Source data -
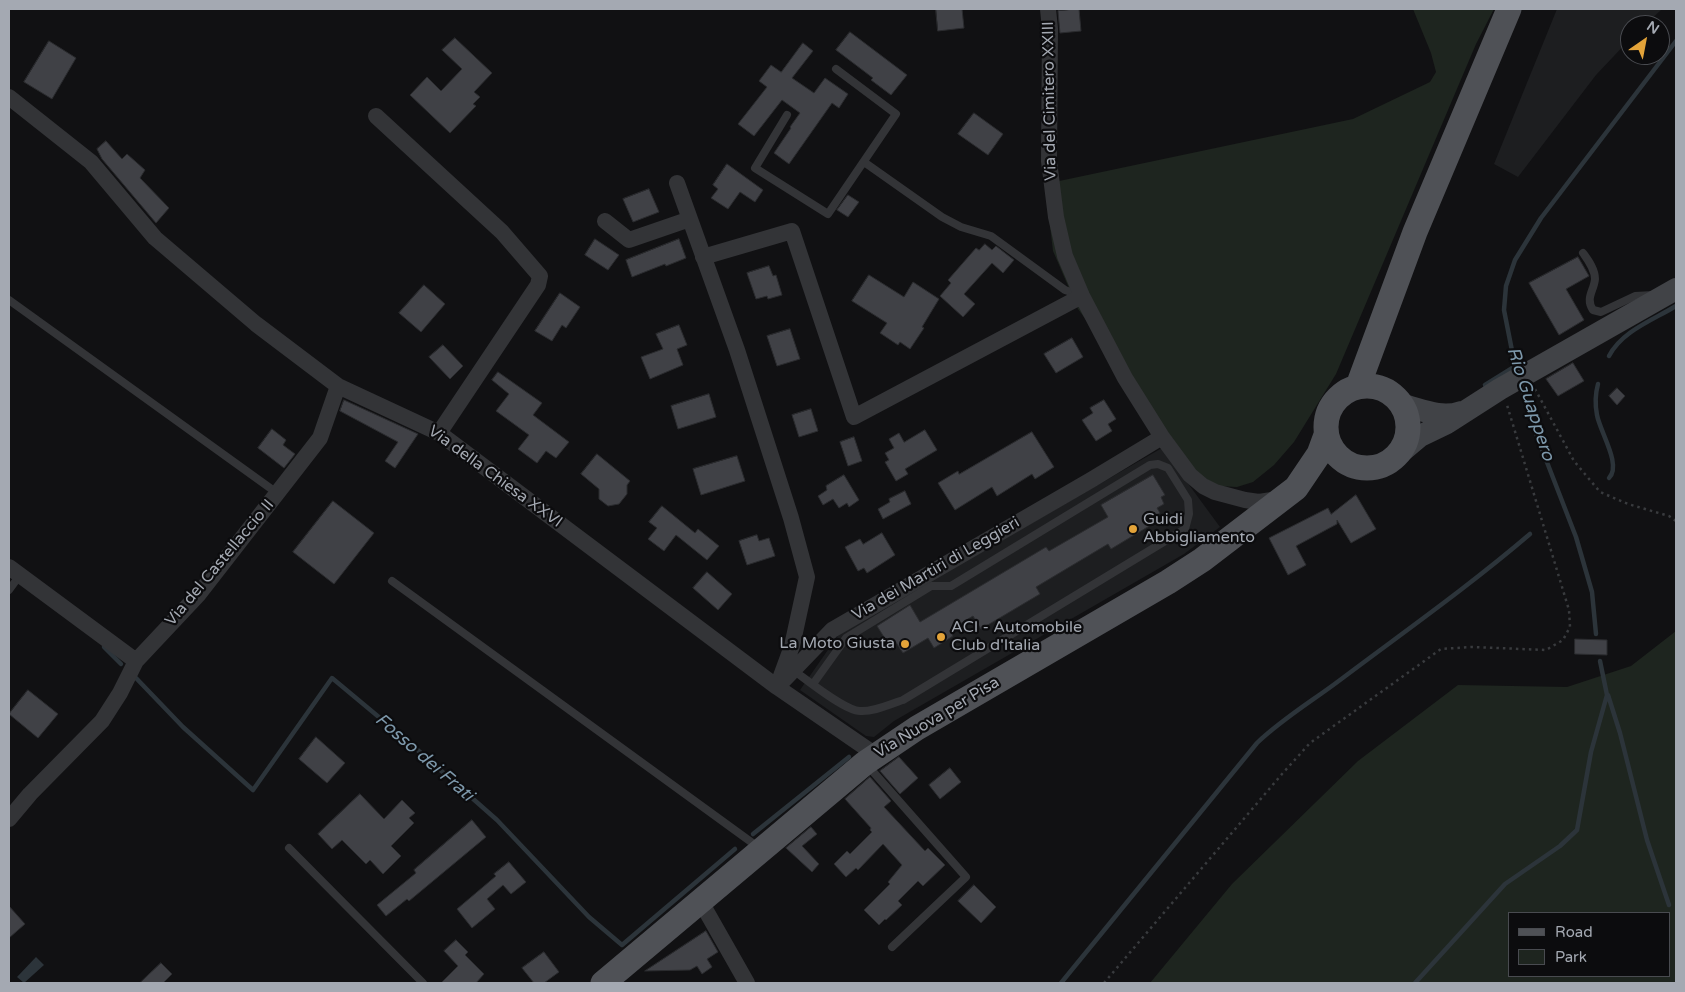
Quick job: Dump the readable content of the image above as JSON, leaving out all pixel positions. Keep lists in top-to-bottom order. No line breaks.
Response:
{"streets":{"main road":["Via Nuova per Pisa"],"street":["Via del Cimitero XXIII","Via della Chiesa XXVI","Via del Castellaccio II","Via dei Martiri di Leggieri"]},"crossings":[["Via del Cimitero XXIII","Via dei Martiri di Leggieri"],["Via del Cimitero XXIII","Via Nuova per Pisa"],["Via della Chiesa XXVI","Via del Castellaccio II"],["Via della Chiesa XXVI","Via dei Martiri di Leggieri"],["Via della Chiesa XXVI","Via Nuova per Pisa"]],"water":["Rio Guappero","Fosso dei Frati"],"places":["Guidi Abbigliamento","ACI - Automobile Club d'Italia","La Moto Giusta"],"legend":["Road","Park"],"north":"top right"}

What you have to do -
Output an exact copy of the material, with the pictures removed.

Your solution -
Quick job: Dump the readable content of the image above as JSON, leaving out all pixel positions. Keep lists in top-to-bottom order. No line breaks.
Response:
{"streets":{"main road":["Via Nuova per Pisa"],"street":["Via del Cimitero XXIII","Via della Chiesa XXVI","Via del Castellaccio II","Via dei Martiri di Leggieri"]},"crossings":[["Via del Cimitero XXIII","Via dei Martiri di Leggieri"],["Via del Cimitero XXIII","Via Nuova per Pisa"],["Via della Chiesa XXVI","Via del Castellaccio II"],["Via della Chiesa XXVI","Via dei Martiri di Leggieri"],["Via della Chiesa XXVI","Via Nuova per Pisa"]],"water":["Rio Guappero","Fosso dei Frati"],"places":["Guidi Abbigliamento","ACI - Automobile Club d'Italia","La Moto Giusta"],"legend":["Road","Park"],"north":"top right"}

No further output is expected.